Friday 31 January 2014

1963: The Assassination Games (Big Finish audio)



I think I suggested a while ago that the spin-off Counter-Measures series might benefit from a guest appearance from the Doctor. As part of the anniversary celebration, we get a special audio story in which the Seventh Doctor is re-united with Gilmore, Rachel and Alison. I'm not quite sure if it's the Doctor making a guest appearance in Counter-Measures, or Counter-Measures making a guest appearance in the Seventh Doctor audio range.

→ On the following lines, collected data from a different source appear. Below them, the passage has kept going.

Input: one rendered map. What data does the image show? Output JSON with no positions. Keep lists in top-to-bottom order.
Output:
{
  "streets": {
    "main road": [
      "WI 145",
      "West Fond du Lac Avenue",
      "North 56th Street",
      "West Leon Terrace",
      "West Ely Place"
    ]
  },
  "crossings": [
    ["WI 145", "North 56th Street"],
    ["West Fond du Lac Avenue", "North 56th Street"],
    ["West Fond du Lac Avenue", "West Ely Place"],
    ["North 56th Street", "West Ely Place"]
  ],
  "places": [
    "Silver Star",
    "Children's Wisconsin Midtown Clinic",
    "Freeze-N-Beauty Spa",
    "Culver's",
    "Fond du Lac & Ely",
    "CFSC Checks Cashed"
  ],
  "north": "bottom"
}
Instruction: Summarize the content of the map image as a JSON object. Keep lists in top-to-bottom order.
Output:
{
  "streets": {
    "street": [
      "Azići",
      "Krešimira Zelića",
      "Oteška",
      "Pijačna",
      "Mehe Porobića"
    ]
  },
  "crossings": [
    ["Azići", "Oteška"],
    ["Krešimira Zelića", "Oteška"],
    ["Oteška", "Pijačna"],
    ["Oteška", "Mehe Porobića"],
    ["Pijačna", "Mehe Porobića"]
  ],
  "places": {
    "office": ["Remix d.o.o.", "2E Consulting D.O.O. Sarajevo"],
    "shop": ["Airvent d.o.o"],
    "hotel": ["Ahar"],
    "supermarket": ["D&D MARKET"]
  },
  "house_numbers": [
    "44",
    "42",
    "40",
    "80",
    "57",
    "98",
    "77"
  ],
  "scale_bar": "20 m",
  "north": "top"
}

Assassination Games evokes the early Sixties Counter-Measures era, with all the Cold War paranoia, the nuclear scares, the allusion to the Profumo affair and the upper class domination of public life (I suppose that's true of today!). In the first half of the audio, the Counter-Measures team get to play their various parts in the story. On the whole, however, it does not quite feel like a Counter-Measures story. For one thing, being a prequel to the series, the team don't quite feel like the characters those of us who followed the spin-off have come to know. Furthermore, the threat turns out to be on a more cosmic scale than Counter-Measures is used to dealing with and so the focus rather shifts onto Ace and the Doctor in the second half.

Regular readers will know that I am not a fan of much of the Big Finish Seventh Doctor material. I feel that the Seventh Doctor and Ace relationship was beautifully developed in the Virgin New Adventures and the Seventh Doctor audios seem to detract from that. In this audio, there is nothing fresh or original that the Seventh Doctor or Ace bring to the story.

I was convinced until the climax that the bad guys in this would turn out to be the War Lords from The War Games. The title of the story hinted at that, as did the delight in which the villains seemed to play their aristocratic role. I do think it would have made for quite an effective re-vamping of this old foe. I was very disappointed when it turned out they were some faction we had never heard of, one that was immersed in the cliched trappings of conspiratorial thinking. It also seemed that there was something of a tension between how the Light were written and how they came across. The writer seemed to conceive them as selfless fanatics, yet they seemed to come across more as self-serving public school bullies.

It must have been lovely for the cast of Remembrance of the Daleks to re-unite and it was nice to have a taste of Counter-Measures prior to Season 3, but on the whole this was a little disappointing.